> **WHAT YOU SHOULD DO**
Each line of the listing that includes "index" should be reported.
+++
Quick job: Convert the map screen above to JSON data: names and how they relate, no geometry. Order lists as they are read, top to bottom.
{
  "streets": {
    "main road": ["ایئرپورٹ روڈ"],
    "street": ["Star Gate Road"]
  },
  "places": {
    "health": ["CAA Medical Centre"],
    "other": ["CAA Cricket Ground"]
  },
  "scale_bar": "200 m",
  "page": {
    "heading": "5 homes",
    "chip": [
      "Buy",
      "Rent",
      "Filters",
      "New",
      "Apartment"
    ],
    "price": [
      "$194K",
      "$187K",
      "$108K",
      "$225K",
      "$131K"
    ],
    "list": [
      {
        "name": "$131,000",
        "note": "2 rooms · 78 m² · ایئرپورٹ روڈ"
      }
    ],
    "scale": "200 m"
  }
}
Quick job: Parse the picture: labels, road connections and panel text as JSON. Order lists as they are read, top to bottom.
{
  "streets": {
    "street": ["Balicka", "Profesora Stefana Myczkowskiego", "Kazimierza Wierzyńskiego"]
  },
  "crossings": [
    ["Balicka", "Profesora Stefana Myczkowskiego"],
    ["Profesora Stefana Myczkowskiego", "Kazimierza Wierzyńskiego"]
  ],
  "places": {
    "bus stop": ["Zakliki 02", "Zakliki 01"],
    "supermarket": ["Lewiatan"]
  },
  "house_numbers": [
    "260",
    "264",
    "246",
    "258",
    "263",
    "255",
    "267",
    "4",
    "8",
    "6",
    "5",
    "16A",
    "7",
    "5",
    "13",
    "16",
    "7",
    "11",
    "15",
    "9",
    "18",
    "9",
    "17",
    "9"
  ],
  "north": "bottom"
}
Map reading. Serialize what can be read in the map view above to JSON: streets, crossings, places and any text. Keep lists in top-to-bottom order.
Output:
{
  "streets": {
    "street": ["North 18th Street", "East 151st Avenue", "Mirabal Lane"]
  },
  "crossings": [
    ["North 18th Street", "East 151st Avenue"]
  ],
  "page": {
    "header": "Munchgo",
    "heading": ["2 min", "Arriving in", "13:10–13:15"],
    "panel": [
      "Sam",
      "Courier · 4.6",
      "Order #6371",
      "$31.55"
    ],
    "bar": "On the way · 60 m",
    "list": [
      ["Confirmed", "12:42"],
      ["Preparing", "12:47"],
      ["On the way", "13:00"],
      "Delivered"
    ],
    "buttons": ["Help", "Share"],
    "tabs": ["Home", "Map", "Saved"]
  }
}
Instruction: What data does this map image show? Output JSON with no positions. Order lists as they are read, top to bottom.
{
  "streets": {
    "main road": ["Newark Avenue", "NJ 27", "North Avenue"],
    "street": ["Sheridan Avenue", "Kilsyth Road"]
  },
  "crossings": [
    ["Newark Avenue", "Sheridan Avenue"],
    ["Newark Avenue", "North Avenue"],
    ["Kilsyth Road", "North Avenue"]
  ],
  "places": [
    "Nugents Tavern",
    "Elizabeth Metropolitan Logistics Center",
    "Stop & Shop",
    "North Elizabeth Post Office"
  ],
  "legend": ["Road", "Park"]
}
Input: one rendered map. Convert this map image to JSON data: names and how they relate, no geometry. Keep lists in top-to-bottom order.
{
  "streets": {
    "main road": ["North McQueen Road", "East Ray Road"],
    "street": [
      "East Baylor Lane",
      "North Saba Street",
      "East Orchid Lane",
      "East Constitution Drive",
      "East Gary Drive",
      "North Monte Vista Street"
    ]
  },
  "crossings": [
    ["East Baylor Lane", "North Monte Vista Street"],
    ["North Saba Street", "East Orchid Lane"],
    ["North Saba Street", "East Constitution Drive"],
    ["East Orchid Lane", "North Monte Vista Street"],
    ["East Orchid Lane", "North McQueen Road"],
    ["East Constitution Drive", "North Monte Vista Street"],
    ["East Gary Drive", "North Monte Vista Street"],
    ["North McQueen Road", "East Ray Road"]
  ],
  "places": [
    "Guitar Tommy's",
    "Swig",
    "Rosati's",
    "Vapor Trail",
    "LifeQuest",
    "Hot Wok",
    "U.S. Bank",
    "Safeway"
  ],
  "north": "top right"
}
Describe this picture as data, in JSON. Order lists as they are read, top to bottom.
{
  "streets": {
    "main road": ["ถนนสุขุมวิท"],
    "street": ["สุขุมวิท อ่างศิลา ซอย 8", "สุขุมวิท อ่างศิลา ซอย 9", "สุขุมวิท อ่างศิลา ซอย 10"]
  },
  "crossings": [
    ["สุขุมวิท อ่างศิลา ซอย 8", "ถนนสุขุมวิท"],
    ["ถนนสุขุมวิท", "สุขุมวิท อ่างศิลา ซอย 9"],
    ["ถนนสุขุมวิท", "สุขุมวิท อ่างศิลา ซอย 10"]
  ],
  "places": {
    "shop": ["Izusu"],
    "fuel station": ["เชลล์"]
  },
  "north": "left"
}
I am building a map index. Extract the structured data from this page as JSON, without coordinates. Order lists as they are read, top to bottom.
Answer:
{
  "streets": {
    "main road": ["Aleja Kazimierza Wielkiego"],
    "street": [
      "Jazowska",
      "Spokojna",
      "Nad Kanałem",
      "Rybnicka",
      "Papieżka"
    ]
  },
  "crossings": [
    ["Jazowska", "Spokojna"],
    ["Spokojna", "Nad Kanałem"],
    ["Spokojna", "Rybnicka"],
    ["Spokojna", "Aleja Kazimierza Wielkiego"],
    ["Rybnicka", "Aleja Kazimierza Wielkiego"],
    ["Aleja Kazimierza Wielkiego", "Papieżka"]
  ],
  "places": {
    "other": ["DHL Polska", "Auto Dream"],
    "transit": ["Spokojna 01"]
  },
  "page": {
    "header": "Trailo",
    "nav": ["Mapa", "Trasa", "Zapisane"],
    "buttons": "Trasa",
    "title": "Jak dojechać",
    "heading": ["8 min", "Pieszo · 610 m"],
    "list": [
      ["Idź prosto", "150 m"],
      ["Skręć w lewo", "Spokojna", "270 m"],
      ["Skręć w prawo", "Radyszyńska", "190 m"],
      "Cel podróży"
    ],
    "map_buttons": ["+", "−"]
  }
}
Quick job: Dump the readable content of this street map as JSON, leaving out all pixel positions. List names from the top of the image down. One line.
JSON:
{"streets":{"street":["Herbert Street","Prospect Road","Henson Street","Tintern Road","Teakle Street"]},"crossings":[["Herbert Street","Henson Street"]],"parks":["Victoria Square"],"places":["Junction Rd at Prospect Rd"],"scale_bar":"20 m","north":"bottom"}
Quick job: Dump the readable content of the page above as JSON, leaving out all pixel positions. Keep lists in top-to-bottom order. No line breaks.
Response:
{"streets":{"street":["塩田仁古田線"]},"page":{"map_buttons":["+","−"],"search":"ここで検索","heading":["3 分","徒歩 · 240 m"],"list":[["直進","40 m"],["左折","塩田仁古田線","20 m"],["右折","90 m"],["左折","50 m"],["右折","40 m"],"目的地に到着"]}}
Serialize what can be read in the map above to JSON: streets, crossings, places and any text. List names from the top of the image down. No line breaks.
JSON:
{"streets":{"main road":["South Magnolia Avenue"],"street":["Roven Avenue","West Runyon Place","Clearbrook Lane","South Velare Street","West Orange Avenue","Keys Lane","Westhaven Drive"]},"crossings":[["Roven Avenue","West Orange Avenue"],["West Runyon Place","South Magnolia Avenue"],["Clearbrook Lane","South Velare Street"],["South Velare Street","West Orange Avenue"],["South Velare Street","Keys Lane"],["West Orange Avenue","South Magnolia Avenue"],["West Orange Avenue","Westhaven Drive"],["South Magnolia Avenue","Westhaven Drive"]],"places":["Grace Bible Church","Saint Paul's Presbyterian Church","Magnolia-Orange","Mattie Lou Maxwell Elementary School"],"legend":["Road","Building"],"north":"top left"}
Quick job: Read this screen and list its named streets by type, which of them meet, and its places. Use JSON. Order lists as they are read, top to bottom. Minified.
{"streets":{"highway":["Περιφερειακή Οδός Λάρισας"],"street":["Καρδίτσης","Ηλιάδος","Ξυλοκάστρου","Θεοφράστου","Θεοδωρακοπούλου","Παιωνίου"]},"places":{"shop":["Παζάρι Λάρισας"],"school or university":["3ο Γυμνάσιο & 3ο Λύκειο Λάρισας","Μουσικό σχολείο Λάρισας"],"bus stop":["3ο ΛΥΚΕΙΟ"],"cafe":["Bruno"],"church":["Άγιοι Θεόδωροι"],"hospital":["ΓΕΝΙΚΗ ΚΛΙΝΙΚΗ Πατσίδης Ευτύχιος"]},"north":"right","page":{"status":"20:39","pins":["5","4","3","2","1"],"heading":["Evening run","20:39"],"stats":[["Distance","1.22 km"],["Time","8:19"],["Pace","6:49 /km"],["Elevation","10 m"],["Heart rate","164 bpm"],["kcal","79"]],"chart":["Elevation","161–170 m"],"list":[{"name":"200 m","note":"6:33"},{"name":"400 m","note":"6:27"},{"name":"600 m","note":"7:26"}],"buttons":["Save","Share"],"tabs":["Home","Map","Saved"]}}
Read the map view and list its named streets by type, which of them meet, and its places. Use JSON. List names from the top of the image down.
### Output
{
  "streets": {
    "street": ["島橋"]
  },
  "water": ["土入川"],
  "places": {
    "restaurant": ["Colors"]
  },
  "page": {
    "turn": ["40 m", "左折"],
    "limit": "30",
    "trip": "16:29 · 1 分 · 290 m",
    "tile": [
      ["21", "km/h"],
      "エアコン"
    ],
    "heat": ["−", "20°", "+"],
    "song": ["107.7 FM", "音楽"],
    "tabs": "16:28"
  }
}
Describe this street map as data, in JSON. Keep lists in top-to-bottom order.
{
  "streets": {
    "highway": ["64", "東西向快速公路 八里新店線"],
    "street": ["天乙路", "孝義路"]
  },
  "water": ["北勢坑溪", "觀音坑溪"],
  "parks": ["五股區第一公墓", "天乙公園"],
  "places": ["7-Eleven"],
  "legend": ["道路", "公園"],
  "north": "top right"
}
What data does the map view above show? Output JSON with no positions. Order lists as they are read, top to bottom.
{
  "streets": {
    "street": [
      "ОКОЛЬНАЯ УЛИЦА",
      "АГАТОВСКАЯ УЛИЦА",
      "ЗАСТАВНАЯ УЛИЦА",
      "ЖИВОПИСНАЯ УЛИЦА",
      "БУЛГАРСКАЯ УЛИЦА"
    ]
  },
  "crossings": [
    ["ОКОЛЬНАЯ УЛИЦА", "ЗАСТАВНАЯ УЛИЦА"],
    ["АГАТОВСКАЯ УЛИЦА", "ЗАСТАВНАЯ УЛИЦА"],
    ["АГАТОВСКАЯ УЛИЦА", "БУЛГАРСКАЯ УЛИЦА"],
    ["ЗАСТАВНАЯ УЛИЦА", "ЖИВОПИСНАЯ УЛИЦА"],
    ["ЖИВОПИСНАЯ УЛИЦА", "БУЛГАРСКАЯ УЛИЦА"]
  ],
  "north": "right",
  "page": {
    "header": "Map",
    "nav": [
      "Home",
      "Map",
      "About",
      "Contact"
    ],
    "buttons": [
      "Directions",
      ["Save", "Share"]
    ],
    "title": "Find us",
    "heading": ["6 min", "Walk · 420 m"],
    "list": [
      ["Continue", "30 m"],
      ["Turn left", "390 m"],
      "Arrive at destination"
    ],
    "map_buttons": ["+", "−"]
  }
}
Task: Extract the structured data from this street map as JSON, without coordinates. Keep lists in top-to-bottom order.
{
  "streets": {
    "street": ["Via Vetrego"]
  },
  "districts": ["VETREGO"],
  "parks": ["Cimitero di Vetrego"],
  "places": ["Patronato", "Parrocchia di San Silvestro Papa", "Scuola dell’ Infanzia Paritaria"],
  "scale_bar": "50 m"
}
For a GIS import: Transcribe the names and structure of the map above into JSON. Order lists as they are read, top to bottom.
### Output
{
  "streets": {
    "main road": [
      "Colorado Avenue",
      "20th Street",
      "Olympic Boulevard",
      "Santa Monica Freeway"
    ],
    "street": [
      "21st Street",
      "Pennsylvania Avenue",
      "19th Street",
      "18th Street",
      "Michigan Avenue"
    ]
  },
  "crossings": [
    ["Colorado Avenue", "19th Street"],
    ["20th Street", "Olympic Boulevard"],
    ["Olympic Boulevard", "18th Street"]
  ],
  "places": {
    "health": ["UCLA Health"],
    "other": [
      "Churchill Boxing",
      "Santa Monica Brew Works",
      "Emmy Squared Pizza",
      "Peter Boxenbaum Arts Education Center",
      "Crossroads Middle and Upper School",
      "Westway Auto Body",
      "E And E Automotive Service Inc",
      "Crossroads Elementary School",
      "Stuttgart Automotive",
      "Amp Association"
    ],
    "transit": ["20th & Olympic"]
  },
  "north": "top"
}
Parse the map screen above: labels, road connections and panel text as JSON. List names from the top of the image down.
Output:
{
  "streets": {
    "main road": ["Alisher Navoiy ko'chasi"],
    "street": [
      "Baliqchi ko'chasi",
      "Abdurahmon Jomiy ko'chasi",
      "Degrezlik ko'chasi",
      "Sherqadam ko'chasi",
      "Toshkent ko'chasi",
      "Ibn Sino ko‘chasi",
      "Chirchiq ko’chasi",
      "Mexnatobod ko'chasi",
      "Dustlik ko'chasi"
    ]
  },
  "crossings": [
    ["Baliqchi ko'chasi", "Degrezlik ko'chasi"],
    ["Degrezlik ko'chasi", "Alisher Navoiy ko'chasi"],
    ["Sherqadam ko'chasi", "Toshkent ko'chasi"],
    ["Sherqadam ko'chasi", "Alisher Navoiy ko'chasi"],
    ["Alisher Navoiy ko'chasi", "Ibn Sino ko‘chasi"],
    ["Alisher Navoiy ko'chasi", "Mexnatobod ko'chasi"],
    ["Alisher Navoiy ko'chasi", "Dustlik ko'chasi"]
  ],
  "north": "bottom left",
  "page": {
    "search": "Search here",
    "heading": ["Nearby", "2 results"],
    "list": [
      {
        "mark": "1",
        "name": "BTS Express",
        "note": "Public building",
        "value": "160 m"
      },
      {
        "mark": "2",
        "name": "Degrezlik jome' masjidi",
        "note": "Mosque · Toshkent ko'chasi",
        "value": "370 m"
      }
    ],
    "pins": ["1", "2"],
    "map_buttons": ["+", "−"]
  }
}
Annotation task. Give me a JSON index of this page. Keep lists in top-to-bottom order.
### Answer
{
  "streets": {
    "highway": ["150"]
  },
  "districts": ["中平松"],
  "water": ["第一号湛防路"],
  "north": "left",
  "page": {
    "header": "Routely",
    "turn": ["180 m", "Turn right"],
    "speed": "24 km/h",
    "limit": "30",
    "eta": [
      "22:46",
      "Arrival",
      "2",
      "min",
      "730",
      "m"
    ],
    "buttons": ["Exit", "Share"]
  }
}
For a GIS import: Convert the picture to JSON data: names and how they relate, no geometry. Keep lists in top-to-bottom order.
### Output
+++
> **RESPONSE**
I am building a map index. Extract the structured data from this page as JSON, without coordinates. Order lists as they are read, top to bottom.
Annotation task. Give me a JSON index of this page. Keep lists in top-to-bottom order.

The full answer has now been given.